[SYCL][E2E] Add functionality to split build and run of e2e tests #16016

ayylol · 2024-11-07T17:58:51Z

Adds functionality to split the compilation and execution of e2e tests across separate machines.

This functionality is enabled via the test-mode lit parameter. By default this is set to full and tests are built and ran on the same system, just like before. setting test-mode to either run-only or build-only enables the test splitting.

Two new lit features have been added: run-mode which is enabled when either in run-only or full testing mode, and build-and-run-mode which is only enabled when in full testing mode.

When in build-only mode all tests that can be built on the system will be built. When running a lit test in this mode two key things change:

All RUN: lines will be executed unless they contain %{run}, %{run-unfiltered-devices} or %if run-mode.
Unsupported and requires statements are ignored. Currently the only way to mark tests as unsupported in build only mode is to include build-and-run-mode in a requires statement, or use UNSUPPORTED: true.

When in run-only mode tests are not built, they are only executed. Deciding whether a test is supported in this mode works the same as in full mode. To only execute the tests we ignore all lit RUN: lines unless they contain %{run}, %{run-unfiltered-devices} or %if run-mode. Since we do not build the tests in this mode, for any test to pass we must have ran the tests in either build-only or full modes.

Some notes/current limitations:

Currently only the spir64 triple is supported for the build only mode.
If a test is able to build, but fails during running we need to mark it as XFAILS: run-mode so that it does not XPASS when in build-only mode.
The build-only mode can be ran manually on CI with the SYCL E2E action, selecting the "Linux, build" runner, and adding --param test-mode=build-only to LIT_OPTS. This pr does not have the needed CI changes to be able to use the run only mode.

ayylol · 2024-11-07T18:02:30Z

@uditagarwal97 @sarnex @aelovikov-intel

Closed #15728 and reopened in this pr so that it is not a sycl-devops-pr and runs unnecessary checks.

Going to leave this marked as draft until you guys review and are ok with the changes in format.py and lit.cfg.py, then mark as open so that it pings the tests owners after

https://github.com/intel/llvm/actions/runs/11725963631 is the latest dry-run of build only

but are marked as XFAIL in different ways

Added a run-line to one test as well

sarnex · 2024-11-12T15:41:56Z

@ayylol Sorry just to double check, is this ready for review from us CI people or is it still in progress? Thx.

ayylol · 2024-11-12T15:49:25Z

@ayylol Sorry just to double check, is this ready for review from us CI people or is it still in progress? Thx.

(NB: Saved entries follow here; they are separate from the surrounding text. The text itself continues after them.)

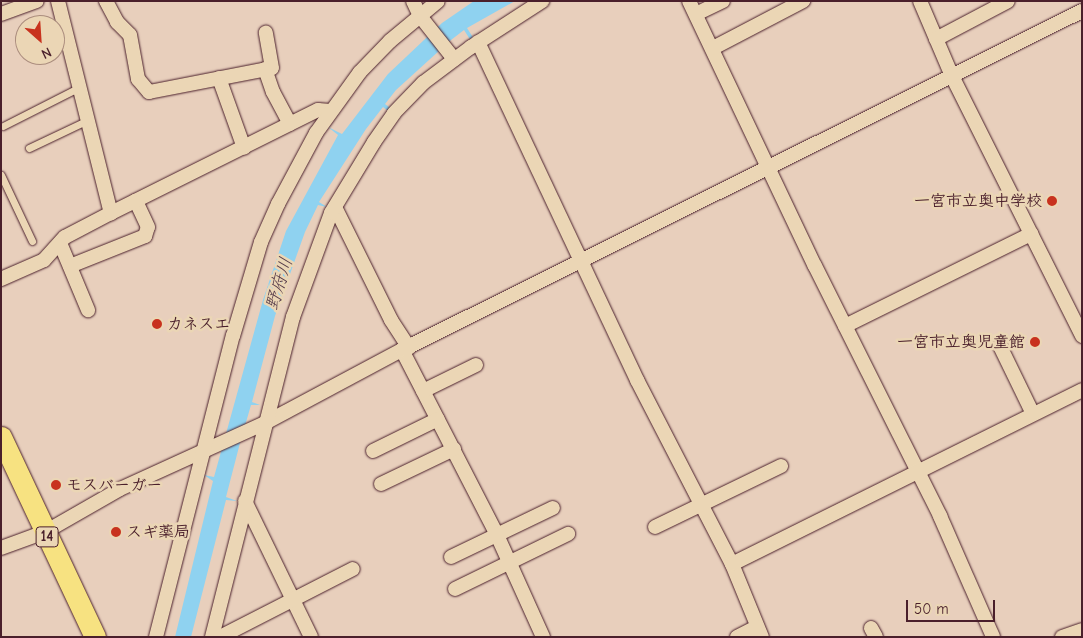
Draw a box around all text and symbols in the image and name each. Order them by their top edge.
north arrow [15,15,65,65]
text: N [39,43,54,63]
place label: 一宮市立奥中学校 [914,191,1042,211]
marker: 一宮市立奥中学校 [1046,195,1058,207]
water label: 野府川 [262,255,298,313]
place label: カネスエ [167,314,231,334]
marker: カネスエ [151,318,163,330]
place label: 一宮市立奥児童館 [897,332,1025,352]
marker: 一宮市立奥児童館 [1029,336,1041,348]
place label: モスバーガー [66,475,162,495]
marker: モスバーガー [50,479,62,491]
place label: スギ薬局 [126,522,190,542]
road number: 14 [34,524,60,550]
marker: スギ薬局 [110,526,122,538]
scale bar [908,590,997,622]
text: 50 m [914,600,949,618]

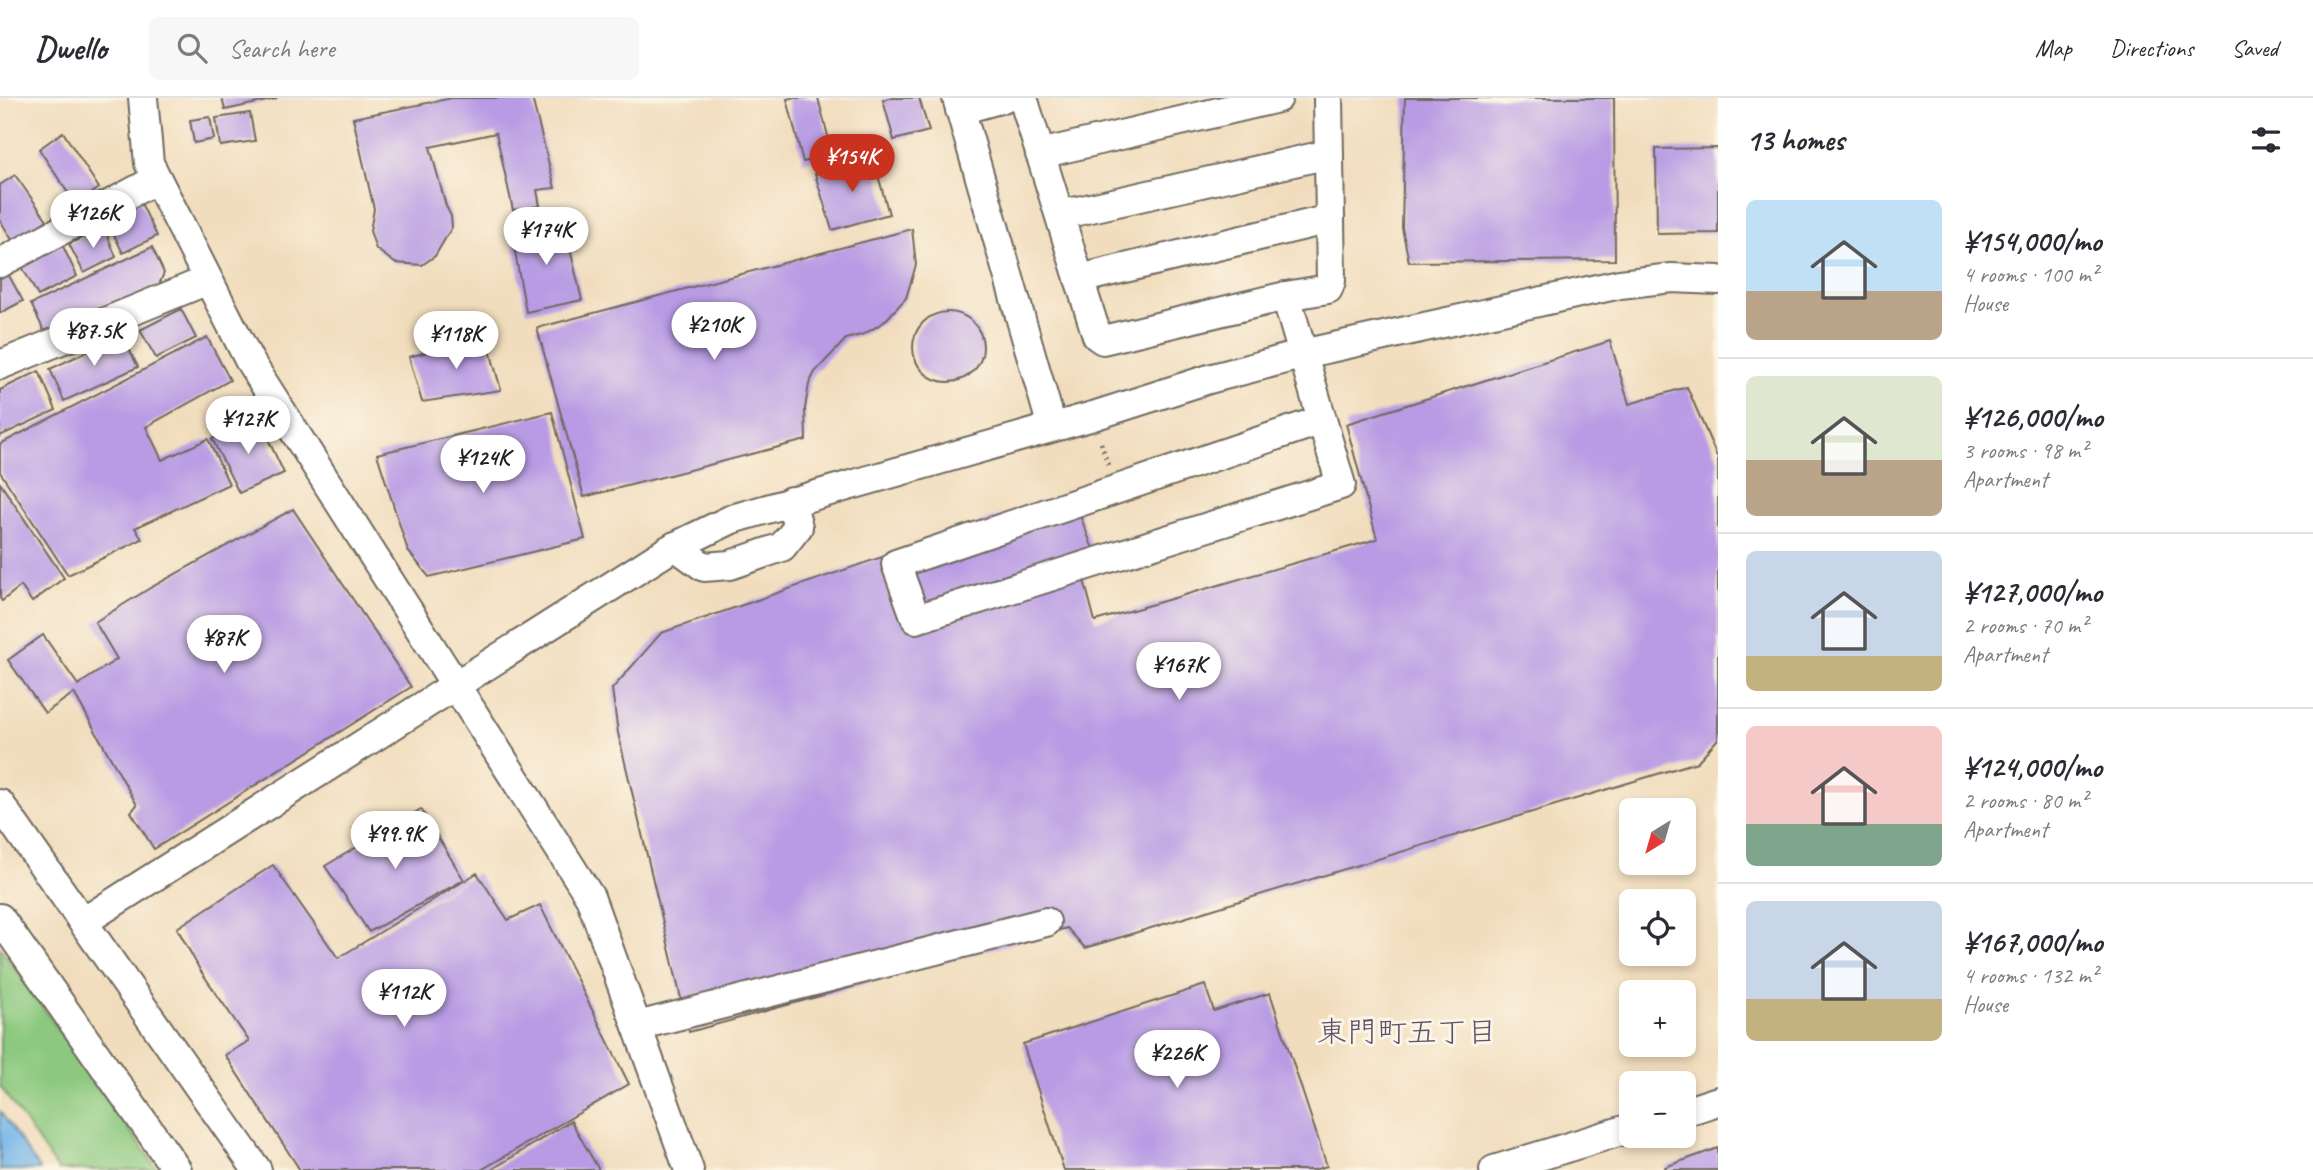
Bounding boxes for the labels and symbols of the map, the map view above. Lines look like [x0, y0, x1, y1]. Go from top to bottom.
pin: ¥154K [803, 134, 901, 194]
pin: ¥126K [44, 190, 142, 250]
pin: ¥174K [497, 208, 595, 267]
pin: ¥210K [665, 302, 763, 362]
pin: ¥87.5K [37, 308, 151, 368]
pin: ¥118K [407, 312, 505, 371]
pin: ¥127K [199, 396, 297, 456]
pin: ¥124K [434, 436, 532, 495]
pin: ¥87K [183, 616, 265, 675]
pin: ¥167K [1130, 642, 1228, 702]
north arrow [1619, 798, 1696, 875]
pin: ¥99.9K [338, 812, 452, 871]
pin: ¥112K [355, 970, 453, 1029]
district label: 東門町五丁目 [1317, 1013, 1497, 1051]
pin: ¥226K [1128, 1030, 1226, 1090]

@sarnex Yep, its ready for review. Im just leaving it as draft in case any of the changes to the underlying logic from addressing reviews leads to more/different test changes.

sarnex

some basic comments

sarnex · 2024-11-12T15:52:24Z

sycl/test-e2e/AmdNvidiaJIT/kernel_and_bundle.cpp

@@ -1,5 +1,6 @@
 // UNSUPPORTED: windows
 // REQUIRES: cuda || hip
+// REQUIRES: unsplit-mode


nit: we might want something more descriptive here, if possible UNSUPPORTED: split-test-build-and-run or something like that

Will address this comment last to leave open to bike-shedding. Would something like unsplit-test-mode work? or unsplit-testing, should the other features (build-mode, run-mode) follow suit? or are they clear enough.

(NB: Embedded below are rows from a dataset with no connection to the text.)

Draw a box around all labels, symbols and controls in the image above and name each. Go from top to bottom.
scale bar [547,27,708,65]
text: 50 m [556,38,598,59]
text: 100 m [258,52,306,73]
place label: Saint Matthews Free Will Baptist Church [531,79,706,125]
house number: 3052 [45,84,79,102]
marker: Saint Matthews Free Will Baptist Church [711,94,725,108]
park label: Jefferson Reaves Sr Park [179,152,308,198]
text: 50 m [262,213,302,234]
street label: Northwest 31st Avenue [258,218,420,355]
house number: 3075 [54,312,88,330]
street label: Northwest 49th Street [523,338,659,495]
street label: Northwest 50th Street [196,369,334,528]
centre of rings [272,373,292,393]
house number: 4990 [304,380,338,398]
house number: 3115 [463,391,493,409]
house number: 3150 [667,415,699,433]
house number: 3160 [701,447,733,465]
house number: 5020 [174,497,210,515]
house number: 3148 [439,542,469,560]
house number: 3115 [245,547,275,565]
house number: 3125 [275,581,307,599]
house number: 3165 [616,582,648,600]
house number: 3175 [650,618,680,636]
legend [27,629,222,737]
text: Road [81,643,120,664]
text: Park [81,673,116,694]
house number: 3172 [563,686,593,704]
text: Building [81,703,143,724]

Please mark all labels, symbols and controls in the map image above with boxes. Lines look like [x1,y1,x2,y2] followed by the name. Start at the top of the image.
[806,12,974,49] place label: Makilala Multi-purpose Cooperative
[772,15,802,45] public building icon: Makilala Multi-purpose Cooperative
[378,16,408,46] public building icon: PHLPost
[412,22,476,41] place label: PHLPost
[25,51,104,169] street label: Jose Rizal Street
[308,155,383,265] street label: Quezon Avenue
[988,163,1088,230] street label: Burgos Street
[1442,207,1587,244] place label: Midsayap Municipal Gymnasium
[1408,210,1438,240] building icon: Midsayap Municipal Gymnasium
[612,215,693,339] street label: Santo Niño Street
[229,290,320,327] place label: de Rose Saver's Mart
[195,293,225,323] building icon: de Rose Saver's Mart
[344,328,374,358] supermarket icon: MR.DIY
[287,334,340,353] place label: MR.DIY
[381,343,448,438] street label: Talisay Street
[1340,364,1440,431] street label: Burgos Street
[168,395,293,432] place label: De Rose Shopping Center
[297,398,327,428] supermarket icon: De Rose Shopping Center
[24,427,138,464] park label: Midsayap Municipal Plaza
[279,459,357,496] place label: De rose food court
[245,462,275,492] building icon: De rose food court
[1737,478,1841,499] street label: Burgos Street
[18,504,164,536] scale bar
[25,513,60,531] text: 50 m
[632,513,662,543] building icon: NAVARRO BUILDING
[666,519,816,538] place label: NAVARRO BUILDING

I don't think i'd want to put the word "split" in this particular feature, since it is exactly what it isn't.

yeah of course i dont want to start bikeshedding, REQUIRES: unsplit-test-mode is fine with me

Won't it be clearer to have something like only-build-test, only-run-test, build-and-run-test instead of build-mode, run-mode, and unsplit-test-mode?

Won't it be clearer to have something like only-build-test, only-run-test, build-and-run-test instead of build-mode, run-mode, and unsplit-test-mode?

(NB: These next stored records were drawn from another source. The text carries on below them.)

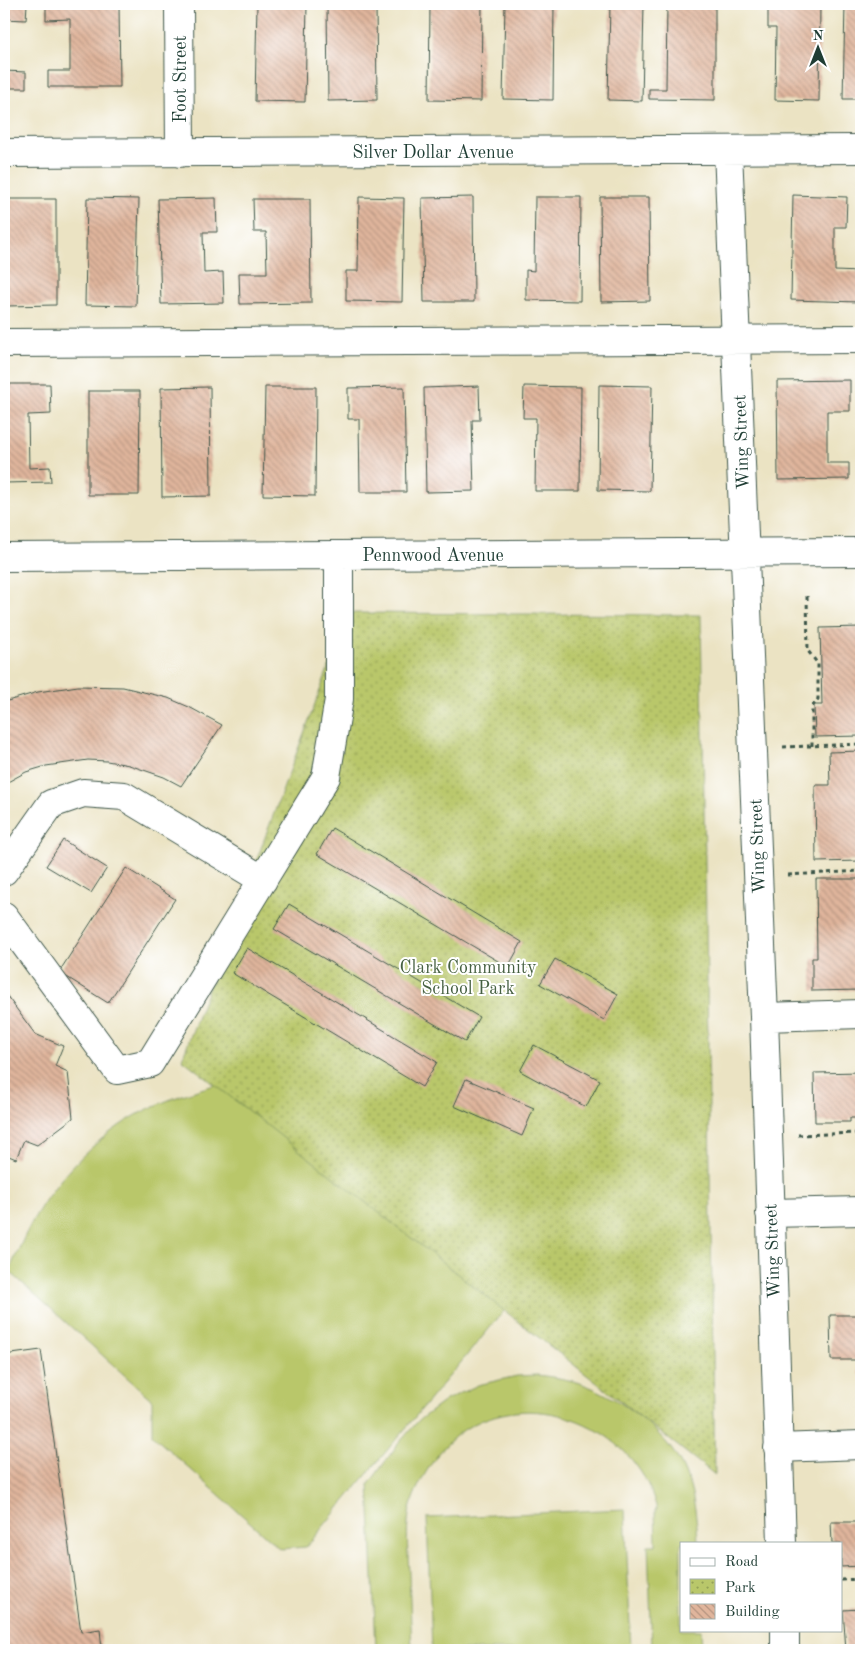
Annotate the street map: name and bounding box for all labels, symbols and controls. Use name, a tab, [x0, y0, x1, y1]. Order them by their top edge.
north arrow	[792, 22, 842, 72]
text: N	[813, 29, 824, 43]
street label: Foot Street	[172, 35, 190, 123]
street label: Silver Dollar Avenue	[352, 144, 514, 162]
street label: Wing Street	[731, 394, 753, 490]
street label: Pennwood Avenue	[362, 547, 504, 565]
street label: Wing Street	[747, 798, 769, 894]
park label: Clark Community School Park	[399, 959, 537, 998]
street label: Wing Street	[762, 1203, 784, 1299]
legend	[680, 1542, 842, 1632]
text: Road	[725, 1555, 759, 1570]
text: Park	[725, 1581, 756, 1596]
text: Building	[725, 1605, 780, 1620]

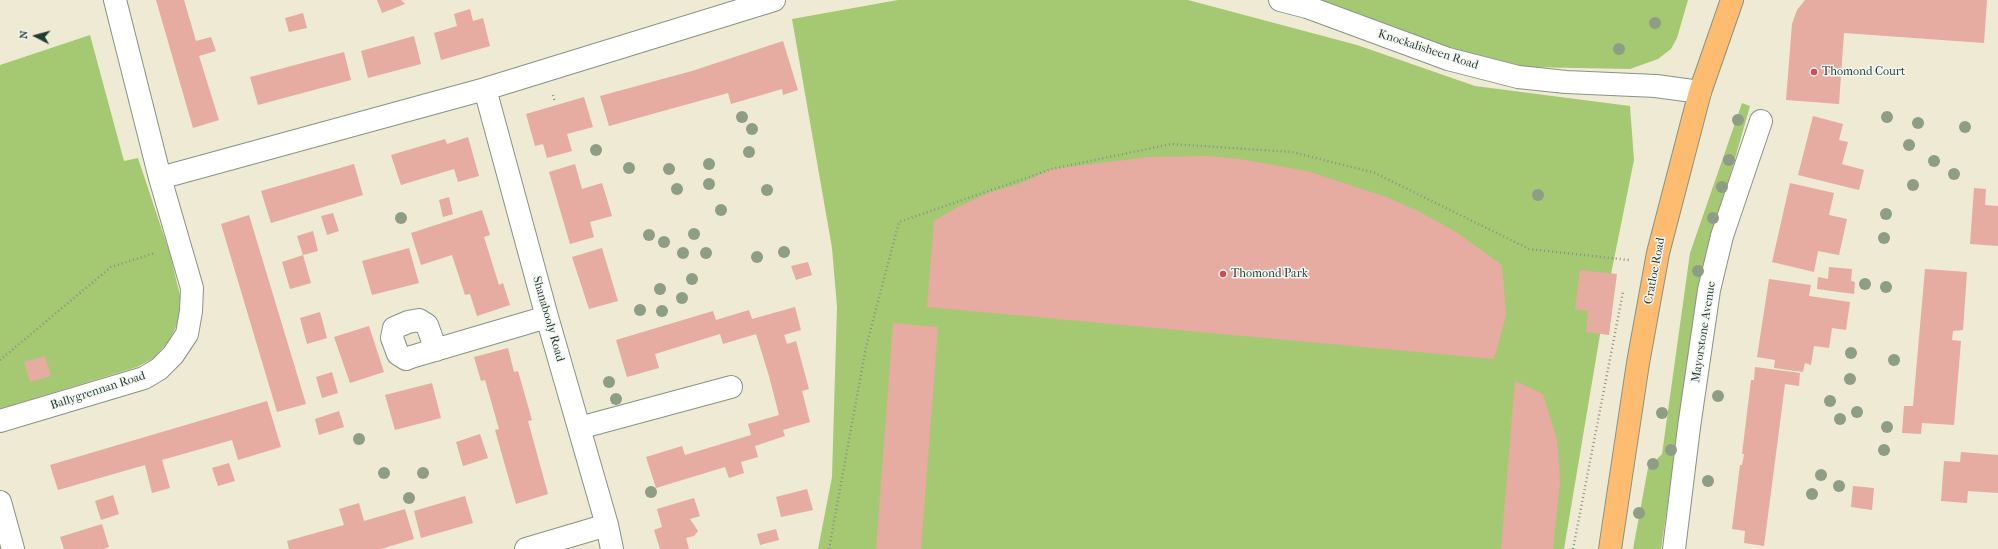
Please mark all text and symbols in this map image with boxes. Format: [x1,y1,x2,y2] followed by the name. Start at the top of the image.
[16,16,56,56] north arrow
[1376,27,1480,73] street label: Knockalisheen Road
[17,30,30,40] text: N
[1822,65,1905,79] place label: Thomond Court
[1809,67,1819,77] marker: Thomond Court
[1641,236,1669,306] street label: Cratloe Road
[1231,267,1308,281] place label: Thomond Park
[1218,269,1228,279] marker: Thomond Park
[529,275,567,363] street label: Shanabooly Road
[1689,280,1719,384] street label: Mayorstone Avenue
[49,369,147,413] street label: Ballygrennan Road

The run-mode feature is useful because it allows us to have common behaviour between the run-only and unsplit modes, if we didnt have it we would have to mark tests that xfail at run-time as both XFAIL on only-run-test and build-and-run-test.

The build-mode feature I could not think of a valid use for, since if we have an xfail at build time we would always also want to mark it as an xfail at run-time since we wouldn't have an executable, also a test in the e2e folder that uses REQUIRES: build-mode seems a bit suspicious.

I added something like build-only/run-only/unsplit as a variable within the python scripts, but not as a feature since their usefulness in that context is unclear to me. Rather I'm using them to clean up if statements in the python scripts where we want to check what split-mode we are in.

sycl/test-e2e/DeviceArchitecture/device_architecture_comparison_on_device_aot.cpp

sycl/test-e2e/InvokeSimd/Spec/ImplicitSubgroup/tuple.cpp

sarnex · 2024-11-12T15:56:14Z

sycl/test-e2e/Matrix/SG32/joint_matrix_colA_rowB_colC.cpp

@@ -11,7 +11,7 @@
 // RUN: %{build} -o %t.out
 // RUN: %{run} %t.out

-// XFAIL:*
+// XFAIL: run-mode


sorry if i asked this before but i wonder if we can implement this inside the python scripts instead of requiring test changes

These changes are to differentiate between tests that fail when compiling vs tests that fail when running. These tests originally are able to build so marking as XFAIL: run-mode makes sure these tests arent reported as XPASS when building only.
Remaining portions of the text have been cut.